Work request | Which lines of the records contain "roads"? Collect every one of them.

*** Opening Data ***

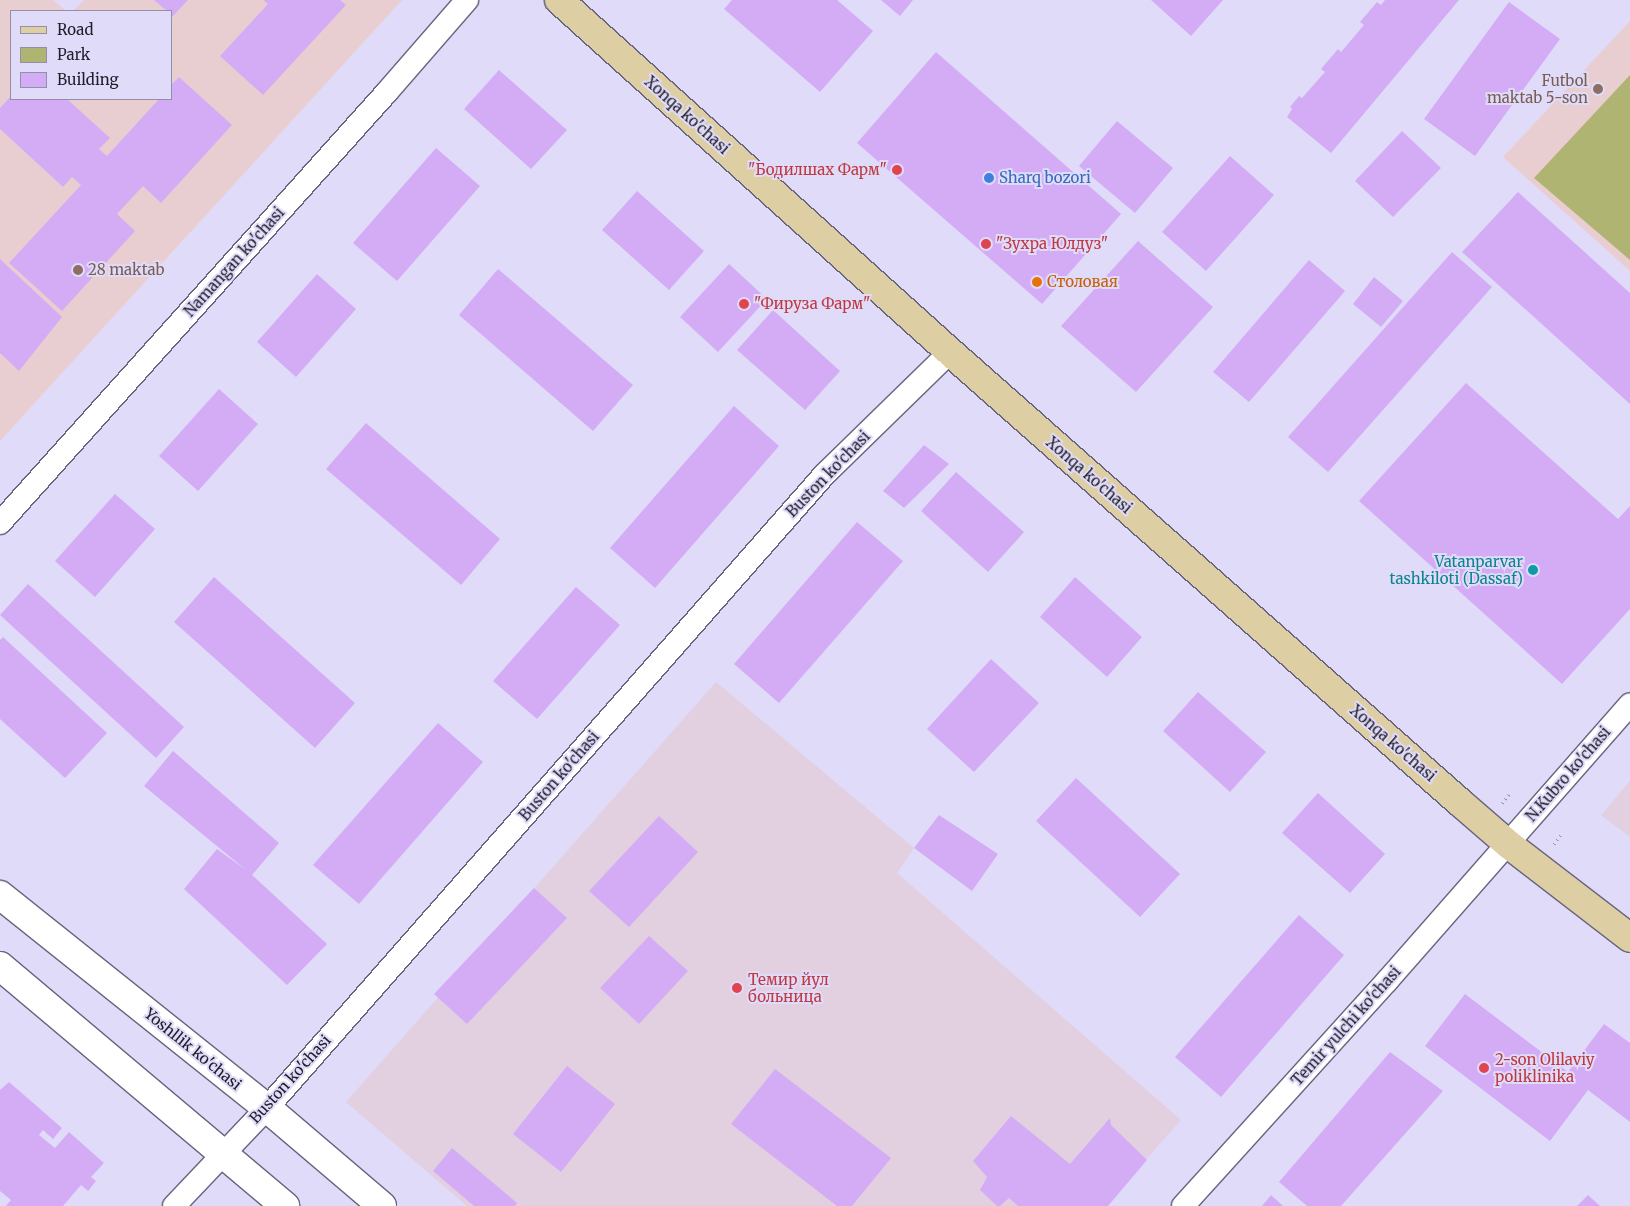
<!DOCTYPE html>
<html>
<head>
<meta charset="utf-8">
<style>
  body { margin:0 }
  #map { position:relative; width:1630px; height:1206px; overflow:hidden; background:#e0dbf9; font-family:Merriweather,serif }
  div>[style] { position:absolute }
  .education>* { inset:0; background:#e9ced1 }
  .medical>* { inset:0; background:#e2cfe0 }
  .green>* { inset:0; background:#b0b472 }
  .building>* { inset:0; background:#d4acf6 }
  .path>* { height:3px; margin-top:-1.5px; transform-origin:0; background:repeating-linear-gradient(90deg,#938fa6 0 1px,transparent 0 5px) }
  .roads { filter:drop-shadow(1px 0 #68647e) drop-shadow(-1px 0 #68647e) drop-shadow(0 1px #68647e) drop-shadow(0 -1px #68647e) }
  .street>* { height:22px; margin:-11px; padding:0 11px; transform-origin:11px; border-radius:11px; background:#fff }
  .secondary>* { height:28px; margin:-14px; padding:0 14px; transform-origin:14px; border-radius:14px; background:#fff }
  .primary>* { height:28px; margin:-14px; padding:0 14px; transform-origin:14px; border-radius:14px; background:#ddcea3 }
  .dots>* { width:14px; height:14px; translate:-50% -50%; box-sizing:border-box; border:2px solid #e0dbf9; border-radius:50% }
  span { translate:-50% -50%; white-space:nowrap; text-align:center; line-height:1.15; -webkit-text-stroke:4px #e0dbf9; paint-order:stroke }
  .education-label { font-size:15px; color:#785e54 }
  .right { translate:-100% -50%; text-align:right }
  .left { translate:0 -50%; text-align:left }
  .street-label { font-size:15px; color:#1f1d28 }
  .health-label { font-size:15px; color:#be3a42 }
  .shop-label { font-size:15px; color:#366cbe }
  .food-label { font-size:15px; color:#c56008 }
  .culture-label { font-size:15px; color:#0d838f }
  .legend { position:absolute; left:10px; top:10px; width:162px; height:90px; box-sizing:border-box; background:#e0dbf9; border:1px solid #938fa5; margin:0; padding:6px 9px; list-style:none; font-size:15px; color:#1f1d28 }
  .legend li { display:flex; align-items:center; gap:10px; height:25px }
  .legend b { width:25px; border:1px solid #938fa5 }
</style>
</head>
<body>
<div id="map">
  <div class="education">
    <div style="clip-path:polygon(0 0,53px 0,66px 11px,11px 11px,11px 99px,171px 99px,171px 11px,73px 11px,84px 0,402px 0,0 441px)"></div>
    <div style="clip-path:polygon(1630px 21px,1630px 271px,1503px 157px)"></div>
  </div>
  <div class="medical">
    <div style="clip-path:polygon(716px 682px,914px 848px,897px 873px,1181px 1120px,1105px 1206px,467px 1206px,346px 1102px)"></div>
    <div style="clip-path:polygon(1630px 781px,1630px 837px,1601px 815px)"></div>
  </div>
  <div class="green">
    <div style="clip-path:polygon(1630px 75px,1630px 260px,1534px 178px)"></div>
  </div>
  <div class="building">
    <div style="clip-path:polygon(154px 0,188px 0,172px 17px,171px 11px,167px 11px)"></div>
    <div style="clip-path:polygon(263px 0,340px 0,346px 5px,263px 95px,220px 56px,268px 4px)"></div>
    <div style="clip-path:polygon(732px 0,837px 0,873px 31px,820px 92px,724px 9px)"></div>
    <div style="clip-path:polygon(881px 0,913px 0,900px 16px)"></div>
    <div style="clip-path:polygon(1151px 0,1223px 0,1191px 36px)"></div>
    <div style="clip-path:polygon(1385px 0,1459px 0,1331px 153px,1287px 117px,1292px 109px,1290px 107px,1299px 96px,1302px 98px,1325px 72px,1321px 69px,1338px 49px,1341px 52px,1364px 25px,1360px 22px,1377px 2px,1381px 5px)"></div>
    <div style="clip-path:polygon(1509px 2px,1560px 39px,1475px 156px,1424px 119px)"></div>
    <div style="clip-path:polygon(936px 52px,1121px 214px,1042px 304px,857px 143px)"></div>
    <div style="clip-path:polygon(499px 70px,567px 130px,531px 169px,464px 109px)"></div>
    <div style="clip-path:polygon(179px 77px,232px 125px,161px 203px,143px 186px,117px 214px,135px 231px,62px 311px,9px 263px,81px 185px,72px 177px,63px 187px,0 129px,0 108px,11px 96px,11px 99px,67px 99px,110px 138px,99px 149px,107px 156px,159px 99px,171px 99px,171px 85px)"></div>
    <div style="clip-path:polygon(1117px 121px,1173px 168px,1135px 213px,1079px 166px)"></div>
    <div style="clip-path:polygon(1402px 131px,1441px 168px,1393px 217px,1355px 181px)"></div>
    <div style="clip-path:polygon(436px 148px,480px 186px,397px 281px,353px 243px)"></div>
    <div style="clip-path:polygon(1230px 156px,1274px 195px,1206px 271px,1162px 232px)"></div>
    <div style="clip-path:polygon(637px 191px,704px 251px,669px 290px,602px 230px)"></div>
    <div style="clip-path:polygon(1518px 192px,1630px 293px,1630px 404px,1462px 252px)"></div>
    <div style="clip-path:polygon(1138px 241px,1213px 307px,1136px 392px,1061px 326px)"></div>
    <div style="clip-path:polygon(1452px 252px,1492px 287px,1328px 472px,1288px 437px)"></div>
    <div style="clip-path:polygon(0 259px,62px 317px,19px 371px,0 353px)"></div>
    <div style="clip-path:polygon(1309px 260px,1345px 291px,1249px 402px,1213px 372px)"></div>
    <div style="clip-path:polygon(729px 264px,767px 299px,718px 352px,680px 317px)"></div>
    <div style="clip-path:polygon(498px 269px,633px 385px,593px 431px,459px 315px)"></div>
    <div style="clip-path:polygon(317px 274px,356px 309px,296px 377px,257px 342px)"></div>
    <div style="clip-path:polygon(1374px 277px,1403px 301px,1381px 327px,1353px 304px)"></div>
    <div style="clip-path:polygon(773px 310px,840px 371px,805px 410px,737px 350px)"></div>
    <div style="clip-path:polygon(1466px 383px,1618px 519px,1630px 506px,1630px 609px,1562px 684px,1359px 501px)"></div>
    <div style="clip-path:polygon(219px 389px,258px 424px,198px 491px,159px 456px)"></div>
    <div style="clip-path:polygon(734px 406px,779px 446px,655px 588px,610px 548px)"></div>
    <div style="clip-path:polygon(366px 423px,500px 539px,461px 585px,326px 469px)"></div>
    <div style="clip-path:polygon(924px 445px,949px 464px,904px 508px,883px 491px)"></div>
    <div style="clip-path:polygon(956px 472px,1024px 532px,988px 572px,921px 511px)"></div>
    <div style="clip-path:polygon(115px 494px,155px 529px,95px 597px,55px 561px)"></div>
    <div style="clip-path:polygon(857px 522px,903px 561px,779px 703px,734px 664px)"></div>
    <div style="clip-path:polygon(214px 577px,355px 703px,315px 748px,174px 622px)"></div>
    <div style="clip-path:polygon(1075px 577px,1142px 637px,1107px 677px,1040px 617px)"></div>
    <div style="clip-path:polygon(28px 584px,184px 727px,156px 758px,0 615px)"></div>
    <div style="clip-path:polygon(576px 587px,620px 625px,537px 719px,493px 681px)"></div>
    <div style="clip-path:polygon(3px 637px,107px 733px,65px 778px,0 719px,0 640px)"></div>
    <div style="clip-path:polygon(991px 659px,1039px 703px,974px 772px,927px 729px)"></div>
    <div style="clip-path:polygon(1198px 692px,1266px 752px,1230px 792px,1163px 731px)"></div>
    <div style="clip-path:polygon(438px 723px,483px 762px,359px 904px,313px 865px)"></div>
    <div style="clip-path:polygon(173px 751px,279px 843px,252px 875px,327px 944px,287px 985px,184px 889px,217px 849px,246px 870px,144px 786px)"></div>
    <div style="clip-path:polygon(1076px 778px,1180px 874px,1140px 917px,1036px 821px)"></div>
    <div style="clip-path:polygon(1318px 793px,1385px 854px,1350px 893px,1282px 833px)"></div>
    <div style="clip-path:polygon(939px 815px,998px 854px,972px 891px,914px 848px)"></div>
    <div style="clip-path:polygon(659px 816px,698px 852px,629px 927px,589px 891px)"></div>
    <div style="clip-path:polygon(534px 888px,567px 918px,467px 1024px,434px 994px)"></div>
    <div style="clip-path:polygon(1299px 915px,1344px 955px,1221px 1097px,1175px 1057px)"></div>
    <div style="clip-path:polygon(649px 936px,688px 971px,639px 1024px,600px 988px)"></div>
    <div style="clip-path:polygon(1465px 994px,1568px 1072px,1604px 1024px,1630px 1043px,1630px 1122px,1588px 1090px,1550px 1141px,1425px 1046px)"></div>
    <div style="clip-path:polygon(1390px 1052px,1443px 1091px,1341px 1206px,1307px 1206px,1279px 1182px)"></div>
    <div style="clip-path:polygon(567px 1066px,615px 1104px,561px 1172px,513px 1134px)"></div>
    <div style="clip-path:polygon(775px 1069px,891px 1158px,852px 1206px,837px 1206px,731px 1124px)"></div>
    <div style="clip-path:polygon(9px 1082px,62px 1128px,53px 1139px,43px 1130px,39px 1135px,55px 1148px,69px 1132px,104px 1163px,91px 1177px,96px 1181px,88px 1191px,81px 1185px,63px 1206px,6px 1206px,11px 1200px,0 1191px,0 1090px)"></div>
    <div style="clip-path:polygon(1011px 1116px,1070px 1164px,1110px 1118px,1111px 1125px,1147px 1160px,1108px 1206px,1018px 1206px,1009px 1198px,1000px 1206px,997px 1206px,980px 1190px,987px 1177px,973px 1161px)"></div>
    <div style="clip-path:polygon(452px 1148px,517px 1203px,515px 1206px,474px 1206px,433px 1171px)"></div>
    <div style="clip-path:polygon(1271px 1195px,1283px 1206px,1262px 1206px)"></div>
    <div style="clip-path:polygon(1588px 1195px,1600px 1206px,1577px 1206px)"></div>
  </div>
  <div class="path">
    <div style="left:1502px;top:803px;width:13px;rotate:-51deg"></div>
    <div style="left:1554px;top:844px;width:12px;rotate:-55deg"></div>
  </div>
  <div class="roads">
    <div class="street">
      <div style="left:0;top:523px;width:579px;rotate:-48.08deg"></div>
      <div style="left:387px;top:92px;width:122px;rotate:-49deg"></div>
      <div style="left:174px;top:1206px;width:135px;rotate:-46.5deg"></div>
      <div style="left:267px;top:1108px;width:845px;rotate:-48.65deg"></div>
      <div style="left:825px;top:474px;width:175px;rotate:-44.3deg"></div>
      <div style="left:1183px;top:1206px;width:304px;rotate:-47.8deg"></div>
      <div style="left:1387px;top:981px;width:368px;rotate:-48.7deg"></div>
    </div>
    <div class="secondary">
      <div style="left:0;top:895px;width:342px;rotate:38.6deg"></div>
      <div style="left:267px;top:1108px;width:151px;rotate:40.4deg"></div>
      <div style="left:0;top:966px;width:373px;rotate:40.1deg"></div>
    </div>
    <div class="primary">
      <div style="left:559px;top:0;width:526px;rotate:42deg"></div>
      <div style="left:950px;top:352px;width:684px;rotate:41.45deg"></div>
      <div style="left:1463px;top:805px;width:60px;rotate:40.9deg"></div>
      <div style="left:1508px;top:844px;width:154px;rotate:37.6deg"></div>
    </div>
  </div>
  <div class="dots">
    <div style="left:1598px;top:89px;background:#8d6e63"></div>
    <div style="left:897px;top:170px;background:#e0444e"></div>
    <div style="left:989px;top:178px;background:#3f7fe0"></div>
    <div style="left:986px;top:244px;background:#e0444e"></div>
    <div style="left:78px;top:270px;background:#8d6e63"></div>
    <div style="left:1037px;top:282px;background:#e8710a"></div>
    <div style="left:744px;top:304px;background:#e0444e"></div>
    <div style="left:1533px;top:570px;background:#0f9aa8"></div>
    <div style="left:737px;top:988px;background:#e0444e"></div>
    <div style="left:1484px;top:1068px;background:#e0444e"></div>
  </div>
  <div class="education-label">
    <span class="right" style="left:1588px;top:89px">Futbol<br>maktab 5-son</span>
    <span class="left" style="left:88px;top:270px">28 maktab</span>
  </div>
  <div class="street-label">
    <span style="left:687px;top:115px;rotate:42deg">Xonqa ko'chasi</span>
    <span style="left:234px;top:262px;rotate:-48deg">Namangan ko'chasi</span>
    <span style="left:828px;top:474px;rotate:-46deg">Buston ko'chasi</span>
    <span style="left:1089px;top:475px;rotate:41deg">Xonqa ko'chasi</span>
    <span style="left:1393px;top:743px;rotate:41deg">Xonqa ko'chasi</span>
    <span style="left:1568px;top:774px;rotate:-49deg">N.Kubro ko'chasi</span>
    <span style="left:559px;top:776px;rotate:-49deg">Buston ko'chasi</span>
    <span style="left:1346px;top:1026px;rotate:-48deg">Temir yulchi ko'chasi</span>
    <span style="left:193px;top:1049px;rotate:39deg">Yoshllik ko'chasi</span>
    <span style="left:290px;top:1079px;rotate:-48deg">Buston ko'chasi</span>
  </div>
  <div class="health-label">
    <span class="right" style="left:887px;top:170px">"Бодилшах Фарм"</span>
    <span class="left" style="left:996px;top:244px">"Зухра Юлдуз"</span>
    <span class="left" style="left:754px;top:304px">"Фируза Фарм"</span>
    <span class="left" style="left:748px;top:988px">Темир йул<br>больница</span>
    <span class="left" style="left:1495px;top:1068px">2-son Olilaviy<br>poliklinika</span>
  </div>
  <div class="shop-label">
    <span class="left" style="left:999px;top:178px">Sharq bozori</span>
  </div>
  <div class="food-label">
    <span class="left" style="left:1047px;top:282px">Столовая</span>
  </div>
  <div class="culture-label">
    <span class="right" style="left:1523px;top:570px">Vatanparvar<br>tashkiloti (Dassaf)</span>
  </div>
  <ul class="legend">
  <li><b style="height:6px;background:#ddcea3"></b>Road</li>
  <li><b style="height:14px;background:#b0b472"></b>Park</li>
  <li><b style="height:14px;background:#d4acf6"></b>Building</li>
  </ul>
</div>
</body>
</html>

*** Closing Data ***

Answer to the exercise |
  .roads { filter:drop-shadow(1px 0 #68647e) drop-shadow(-1px 0 #68647e) drop-shadow(0 1px #68647e) drop-shadow(0 -1px #68647e) }
  <div class="roads">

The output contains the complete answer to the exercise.